Re: Synchronous Log Shipping Replication

From: Markus Wanner <markus(at)bluegap(dot)ch>
To: Simon Riggs <simon(at)2ndQuadrant(dot)com>
Cc: Hannu Krosing <hannu(at)krosing(dot)net>, Fujii Masao <masao(dot)fujii(at)gmail(dot)com>, Heikki Linnakangas <heikki(dot)linnakangas(at)enterprisedb(dot)com>, Tom Lane <tgl(at)sss(dot)pgh(dot)pa(dot)us>, Bruce Momjian <bruce(at)momjian(dot)us>, ITAGAKI Takahiro <itagaki(dot)takahiro(at)oss(dot)ntt(dot)co(dot)jp>, pgsql-hackers(at)postgresql(dot)org
Subject: Re: Synchronous Log Shipping Replication
Date: 2008-09-10 08:06:14
Message-ID: 48C77FF6.3010804@bluegap.ch
Views: Raw Message | Whole Thread | Download mbox | Resend email
Thread:
Lists: pgsql-hackers

Hi,

Simon Riggs wrote:
> 1. Standby contacts primary and says it would like to catch up, but is
> currently at point X (which is a point at, or after the first consistent
> stopping point in WAL after standby has performed its own crash
> recovery, if any was required).
> 2. primary initiates data transfer of old data to standby, starting at
> point X
> 3. standby tells primary where it has got to periodically
> 4. at some point primary decides primary and standby are close enough
> that it can now begin streaming "current WAL" (which is always the WAL
> up to wal_buffers behind the the current WAL insertion point).

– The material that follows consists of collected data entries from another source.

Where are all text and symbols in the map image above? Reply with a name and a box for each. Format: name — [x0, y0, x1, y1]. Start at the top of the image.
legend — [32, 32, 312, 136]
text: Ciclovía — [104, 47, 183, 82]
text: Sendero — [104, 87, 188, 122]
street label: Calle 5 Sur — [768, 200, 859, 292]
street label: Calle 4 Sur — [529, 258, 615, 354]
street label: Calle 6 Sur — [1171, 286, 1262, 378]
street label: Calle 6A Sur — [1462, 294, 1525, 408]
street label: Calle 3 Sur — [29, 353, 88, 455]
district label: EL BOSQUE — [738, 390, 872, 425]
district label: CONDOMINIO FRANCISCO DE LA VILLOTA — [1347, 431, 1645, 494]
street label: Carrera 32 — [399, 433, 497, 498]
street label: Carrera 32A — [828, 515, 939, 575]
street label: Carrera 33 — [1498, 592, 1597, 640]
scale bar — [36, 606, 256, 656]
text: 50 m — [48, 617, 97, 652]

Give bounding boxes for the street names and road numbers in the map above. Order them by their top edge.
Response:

Hm.. wouldn't it be simpler, to start streaming right away and "cache"
that on the standby until it can be applied? I.e. a protocol like:

1. - same as above -
2. primary starts streaming from live or hot data from it's current
position Y in the WAL stream, which is certainly after (or probably
equal to) X.
3. standby receives the hot stream from point Y on. It now knows it
misses 'cold' portions of the WAL from X to Y and requests that.
4. primary serves remaining 'cold' WAL chunks from its xlog / archive
from between X and Y.
5. standby applies 'cold' WAL, until done. Then proceeds with the cached
WAL segments from 'hot' streaming.

> Bear in mind that unless wal_buffers > 16MB the final catchup will
> *always* be less than one WAL file, so external file based mechanisms
> alone could never be enough.

Agreed.

> This also probably means that receipt of WAL data on the standby cannot
> be achieved by placing it in wal_buffers. So we probably need to write
> it directly to the WAL files, then rely on the filesystem cache on the
> standby to buffer the data for use by ReadRecord.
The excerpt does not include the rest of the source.